Because of this long-term stagnation in men's earnings, middle class families have had to work a lot more hours to get ahead. Of course, women's contributions to their families' incomes have become much more important over these years, and that too needs to be accounted for, as EPI does in State of Working America. There you'll find evidence of 3-4 more months spent in the paid labor market by married-couple families over this period.

That's not all bad, of course, and partially reflects women's integration into the job market as well as the decline in gender wage differentials. But you can't ignore it, tack on taxes and health care, and wash your hands of any possible problems here.

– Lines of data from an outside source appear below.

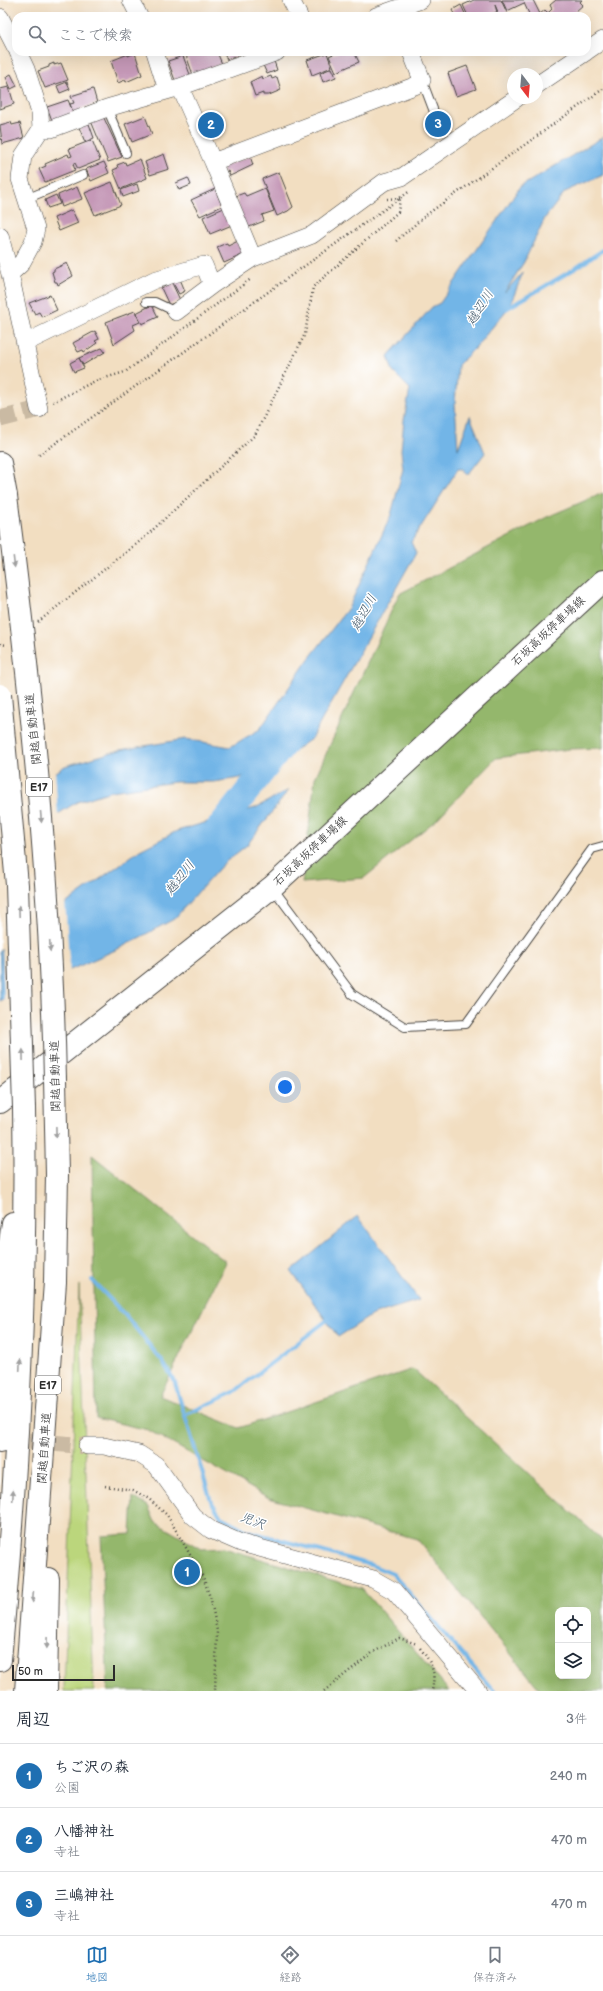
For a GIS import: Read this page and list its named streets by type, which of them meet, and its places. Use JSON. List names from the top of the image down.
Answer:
{
  "streets": {
    "main road": ["石坂高坂停車場線", "関越自動車道", "E17"]
  },
  "water": ["越辺川", "児沢"],
  "scale_bar": "50 m",
  "north": "bottom",
  "page": {
    "search": "ここで検索",
    "pins": ["3", "2", "1"],
    "scale": "50 m",
    "heading": ["周辺", "3件"],
    "list": [
      {
        "mark": "1",
        "name": "ちご沢の森",
        "note": "公園",
        "value": "240 m"
      },
      {
        "mark": "2",
        "name": "八幡神社",
        "note": "寺社",
        "value": "470 m"
      },
      {
        "mark": "3",
        "name": "三嶋神社",
        "note": "寺社",
        "value": "470 m"
      }
    ],
    "nav": ["地図", "経路", "保存済み"]
  }
}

In fact, if you include these observations about wages to Ron's thesis here, you're left with a pretty uncomfortable conclusion: the middle class doesn't need to worry about how they're doing at work -- we'll make up any shortfalls with tax and health benefits.

Good luck with that.

As I said, a lot of what Ron has in here makes more sense than this "disappearing middle" stuff. He's got good evidence of the importance of increased benefits to the poor, which as we at CBPP have also stressed, have often been very effective at lifting the incomes of the bottom fifth (especially the EITC). But the part on the middle class is incomplete at best and misleading at worst.

2012-03-30-cbo_hthins.png


Update
: Dean Baker has an interesting-and critical-take on the inclusion of health benefits to household incomes. Dean argues that this imbeds the uniquely high costs of our health case system-relative to those of other advanced economies-into fmaily incomes. As he puts it, "we can help remedy the [squeeze on the poor and middle class] by doubling the pay of neurosurgeons to roughly $1 million a year and doubling what we pay to the pharmaceutical industry for drugs each year to $600 billion."

The man has a point. Surely some of the increased expenditures provide low- and middle-income people with better health care and more health security. But again, to blithely tack the values onto family incomes without explaining or exploring these measurement issues is misleading.